*** Begin section ***

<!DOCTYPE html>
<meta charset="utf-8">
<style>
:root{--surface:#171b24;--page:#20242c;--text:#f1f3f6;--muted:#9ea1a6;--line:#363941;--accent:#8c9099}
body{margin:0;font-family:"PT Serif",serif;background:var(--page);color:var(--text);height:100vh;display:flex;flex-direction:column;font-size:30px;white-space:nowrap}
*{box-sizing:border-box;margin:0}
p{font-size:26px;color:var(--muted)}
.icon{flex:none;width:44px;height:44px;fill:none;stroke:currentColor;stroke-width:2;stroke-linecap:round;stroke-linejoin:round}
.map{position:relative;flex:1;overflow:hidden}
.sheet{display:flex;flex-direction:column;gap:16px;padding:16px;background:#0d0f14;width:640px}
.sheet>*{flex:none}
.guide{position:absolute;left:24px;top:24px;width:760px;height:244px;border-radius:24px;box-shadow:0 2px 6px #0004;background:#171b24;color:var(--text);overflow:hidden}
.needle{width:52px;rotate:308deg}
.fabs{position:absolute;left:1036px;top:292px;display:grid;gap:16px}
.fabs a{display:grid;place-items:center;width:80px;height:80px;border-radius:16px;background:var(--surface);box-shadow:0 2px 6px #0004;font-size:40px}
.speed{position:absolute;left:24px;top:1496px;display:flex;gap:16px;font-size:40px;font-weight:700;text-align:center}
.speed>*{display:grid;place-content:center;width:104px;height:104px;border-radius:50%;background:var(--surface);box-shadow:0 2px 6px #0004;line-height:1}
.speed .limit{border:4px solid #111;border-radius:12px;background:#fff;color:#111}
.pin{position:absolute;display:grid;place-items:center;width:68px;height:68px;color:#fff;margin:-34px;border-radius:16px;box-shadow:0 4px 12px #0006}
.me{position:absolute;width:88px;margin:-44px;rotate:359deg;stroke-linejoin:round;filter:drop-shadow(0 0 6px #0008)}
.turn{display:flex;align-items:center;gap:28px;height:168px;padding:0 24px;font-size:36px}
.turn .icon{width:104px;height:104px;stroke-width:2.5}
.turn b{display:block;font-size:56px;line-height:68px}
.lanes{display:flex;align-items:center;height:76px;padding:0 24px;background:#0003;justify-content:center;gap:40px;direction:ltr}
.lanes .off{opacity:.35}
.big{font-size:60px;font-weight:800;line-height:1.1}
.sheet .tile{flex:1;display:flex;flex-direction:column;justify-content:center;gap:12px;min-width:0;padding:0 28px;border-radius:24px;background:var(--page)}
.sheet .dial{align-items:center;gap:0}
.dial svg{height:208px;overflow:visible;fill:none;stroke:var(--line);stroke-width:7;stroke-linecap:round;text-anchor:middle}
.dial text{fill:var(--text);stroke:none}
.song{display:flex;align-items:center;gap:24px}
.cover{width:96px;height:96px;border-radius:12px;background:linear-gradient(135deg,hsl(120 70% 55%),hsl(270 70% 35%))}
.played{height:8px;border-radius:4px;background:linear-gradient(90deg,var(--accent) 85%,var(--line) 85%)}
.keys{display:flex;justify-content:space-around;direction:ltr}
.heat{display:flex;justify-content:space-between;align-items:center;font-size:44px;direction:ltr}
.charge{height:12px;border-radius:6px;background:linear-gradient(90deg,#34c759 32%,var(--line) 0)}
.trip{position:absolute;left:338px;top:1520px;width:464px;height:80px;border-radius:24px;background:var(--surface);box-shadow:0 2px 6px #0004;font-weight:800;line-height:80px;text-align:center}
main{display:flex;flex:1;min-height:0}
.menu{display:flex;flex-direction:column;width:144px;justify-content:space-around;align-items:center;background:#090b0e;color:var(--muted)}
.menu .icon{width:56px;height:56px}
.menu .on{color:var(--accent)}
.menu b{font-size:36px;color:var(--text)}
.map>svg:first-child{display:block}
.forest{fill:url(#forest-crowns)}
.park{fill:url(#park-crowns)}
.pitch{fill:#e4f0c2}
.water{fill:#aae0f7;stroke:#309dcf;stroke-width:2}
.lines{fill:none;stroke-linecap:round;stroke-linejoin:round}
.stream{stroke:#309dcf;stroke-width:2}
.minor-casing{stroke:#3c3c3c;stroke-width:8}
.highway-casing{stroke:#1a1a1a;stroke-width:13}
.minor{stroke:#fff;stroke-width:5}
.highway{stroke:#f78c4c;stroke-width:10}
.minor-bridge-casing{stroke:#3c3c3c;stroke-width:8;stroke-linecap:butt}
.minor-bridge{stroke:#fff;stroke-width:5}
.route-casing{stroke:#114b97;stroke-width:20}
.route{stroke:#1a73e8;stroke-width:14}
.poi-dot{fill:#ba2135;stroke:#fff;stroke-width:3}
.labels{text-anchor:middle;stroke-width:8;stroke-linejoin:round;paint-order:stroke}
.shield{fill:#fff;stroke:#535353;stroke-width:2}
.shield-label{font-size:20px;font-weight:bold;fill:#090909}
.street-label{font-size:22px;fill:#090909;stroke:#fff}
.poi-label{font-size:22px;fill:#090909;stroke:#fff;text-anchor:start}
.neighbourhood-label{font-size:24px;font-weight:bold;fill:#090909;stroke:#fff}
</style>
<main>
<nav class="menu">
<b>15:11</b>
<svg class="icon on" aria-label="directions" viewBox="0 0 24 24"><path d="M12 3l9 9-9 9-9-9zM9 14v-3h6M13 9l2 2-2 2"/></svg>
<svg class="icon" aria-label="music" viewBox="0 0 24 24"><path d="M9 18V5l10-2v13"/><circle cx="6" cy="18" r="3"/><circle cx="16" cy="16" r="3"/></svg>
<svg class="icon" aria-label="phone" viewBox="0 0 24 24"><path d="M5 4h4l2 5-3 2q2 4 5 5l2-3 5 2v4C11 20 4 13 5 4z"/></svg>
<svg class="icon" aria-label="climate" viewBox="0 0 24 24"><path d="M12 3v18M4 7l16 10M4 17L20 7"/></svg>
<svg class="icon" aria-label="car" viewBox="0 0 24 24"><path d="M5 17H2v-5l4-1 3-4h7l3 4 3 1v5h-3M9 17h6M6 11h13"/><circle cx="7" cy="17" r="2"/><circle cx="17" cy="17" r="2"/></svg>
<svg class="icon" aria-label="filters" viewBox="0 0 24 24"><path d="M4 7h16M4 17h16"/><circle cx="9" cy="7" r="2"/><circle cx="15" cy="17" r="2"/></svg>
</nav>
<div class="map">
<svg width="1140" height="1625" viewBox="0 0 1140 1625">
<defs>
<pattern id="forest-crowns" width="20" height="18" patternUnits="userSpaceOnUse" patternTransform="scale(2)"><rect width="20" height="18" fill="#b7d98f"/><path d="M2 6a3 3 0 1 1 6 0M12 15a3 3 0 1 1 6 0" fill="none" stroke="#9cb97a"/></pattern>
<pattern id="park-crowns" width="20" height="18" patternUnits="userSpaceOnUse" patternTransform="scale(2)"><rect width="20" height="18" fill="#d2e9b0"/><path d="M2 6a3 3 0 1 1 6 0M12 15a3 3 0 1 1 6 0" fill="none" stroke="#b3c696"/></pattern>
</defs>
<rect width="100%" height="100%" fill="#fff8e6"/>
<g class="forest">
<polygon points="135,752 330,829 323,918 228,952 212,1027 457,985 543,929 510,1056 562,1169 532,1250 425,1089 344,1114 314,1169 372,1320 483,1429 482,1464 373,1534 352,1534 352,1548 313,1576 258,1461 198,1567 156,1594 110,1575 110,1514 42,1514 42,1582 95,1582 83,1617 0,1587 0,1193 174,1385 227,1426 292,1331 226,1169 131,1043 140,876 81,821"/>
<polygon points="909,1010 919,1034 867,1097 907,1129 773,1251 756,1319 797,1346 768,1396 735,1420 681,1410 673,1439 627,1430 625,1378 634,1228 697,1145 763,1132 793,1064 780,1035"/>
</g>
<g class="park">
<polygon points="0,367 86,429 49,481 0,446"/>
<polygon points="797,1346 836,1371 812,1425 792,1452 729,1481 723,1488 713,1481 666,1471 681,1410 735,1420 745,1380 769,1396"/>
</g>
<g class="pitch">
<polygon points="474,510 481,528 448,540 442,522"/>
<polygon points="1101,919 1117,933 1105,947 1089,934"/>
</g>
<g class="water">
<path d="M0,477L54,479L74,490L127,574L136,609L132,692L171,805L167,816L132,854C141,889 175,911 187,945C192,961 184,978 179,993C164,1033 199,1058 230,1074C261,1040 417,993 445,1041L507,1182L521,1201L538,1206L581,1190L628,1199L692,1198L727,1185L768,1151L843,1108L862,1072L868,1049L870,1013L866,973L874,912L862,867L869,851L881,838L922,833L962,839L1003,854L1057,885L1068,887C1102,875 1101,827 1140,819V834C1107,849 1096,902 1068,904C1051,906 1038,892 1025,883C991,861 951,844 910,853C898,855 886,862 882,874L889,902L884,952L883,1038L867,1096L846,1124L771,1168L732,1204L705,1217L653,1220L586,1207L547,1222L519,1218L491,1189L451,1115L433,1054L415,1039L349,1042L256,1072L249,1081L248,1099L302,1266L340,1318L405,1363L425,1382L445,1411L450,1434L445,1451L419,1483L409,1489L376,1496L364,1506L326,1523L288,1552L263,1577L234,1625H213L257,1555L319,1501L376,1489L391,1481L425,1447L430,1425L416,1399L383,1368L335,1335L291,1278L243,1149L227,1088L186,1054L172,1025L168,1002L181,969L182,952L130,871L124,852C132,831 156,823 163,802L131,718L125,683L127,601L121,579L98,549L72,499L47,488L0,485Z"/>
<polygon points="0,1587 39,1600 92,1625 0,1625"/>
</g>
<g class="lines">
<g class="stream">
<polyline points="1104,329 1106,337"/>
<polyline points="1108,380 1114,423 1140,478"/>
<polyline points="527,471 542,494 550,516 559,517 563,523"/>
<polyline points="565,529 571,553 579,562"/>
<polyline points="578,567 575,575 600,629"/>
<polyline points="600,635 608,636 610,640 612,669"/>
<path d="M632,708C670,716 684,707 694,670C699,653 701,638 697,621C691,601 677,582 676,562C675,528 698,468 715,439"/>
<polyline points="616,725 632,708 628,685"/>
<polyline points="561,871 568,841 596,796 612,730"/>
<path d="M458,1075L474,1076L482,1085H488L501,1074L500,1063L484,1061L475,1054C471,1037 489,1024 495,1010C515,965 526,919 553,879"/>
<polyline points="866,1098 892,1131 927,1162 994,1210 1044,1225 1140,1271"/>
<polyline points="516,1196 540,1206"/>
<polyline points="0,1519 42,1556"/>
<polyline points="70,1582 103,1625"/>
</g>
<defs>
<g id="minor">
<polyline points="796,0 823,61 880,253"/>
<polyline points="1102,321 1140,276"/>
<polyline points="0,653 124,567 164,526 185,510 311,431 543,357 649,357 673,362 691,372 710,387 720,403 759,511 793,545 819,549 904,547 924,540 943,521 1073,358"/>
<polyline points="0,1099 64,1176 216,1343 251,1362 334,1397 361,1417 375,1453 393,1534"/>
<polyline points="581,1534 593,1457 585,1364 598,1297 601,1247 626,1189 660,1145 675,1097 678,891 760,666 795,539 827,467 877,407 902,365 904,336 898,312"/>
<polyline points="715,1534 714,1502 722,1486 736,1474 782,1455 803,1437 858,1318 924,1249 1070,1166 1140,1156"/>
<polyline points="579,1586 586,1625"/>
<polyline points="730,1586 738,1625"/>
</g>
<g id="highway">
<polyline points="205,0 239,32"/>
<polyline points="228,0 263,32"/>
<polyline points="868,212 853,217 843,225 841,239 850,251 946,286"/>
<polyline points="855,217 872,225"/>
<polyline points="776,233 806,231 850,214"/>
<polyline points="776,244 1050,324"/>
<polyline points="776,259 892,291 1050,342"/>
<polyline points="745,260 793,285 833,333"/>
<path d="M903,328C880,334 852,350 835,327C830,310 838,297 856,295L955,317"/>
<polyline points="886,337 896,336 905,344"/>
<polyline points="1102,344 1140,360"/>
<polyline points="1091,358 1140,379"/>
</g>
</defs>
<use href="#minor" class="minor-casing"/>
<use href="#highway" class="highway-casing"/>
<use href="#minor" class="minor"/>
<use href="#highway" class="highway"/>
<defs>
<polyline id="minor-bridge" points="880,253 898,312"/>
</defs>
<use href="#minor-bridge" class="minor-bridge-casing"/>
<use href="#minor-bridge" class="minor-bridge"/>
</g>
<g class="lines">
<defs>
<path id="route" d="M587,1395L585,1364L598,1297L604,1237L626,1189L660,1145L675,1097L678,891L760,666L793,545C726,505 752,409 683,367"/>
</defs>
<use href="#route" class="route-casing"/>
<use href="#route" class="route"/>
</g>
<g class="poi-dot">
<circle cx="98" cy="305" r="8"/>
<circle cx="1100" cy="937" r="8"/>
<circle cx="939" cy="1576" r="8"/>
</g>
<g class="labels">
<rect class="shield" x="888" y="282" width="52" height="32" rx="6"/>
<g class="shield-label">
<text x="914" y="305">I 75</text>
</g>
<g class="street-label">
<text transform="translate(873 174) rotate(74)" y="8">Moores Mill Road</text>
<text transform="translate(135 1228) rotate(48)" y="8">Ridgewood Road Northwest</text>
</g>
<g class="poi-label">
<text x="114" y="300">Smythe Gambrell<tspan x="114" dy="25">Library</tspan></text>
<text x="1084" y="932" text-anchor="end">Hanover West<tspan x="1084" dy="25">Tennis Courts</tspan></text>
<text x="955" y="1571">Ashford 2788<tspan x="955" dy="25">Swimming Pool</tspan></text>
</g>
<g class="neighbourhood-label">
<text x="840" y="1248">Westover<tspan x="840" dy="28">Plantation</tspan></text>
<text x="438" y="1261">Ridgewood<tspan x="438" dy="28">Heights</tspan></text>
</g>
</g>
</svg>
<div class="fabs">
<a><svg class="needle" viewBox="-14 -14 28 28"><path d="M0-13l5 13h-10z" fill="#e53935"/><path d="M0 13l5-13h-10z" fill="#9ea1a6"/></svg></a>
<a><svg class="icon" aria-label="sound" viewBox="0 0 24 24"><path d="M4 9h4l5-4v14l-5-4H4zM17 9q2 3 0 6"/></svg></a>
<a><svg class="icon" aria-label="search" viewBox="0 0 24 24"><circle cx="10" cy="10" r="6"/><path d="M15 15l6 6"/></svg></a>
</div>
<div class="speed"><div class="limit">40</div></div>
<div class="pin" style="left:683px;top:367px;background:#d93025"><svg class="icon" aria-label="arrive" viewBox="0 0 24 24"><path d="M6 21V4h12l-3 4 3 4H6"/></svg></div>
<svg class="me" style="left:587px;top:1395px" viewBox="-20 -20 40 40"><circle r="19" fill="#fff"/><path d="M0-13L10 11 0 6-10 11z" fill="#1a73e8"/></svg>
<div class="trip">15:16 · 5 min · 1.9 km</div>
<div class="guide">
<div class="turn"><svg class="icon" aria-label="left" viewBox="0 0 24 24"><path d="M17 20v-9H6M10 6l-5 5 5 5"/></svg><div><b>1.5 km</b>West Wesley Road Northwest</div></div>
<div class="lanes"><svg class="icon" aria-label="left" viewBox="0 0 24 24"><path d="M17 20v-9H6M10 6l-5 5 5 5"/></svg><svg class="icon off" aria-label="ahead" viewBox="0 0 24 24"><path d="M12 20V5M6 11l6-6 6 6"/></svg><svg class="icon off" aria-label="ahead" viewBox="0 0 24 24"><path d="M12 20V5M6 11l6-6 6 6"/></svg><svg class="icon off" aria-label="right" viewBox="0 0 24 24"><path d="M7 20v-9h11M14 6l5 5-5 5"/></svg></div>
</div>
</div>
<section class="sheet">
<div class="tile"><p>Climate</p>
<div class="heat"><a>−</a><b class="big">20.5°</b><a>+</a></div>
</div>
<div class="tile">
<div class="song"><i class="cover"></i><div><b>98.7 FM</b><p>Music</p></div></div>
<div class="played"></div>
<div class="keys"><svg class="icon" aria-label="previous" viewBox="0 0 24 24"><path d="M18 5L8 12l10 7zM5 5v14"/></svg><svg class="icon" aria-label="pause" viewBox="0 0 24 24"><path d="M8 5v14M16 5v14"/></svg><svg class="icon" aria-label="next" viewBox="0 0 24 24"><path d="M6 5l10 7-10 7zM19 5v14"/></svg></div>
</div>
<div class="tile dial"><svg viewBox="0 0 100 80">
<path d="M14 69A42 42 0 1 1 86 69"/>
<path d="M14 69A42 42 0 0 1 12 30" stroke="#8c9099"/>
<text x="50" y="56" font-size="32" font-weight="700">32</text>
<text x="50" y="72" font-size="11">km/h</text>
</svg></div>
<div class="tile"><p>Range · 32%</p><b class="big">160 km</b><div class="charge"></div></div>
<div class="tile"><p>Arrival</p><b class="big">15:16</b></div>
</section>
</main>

*** End section ***

_Exercise directions_.
The result should be every line that contains "song", copied from the entries.

_Output for this task_.
.song{display:flex;align-items:center;gap:24px}
<div class="song"><i class="cover"></i><div><b>98.7 FM</b><p>Music</p></div></div>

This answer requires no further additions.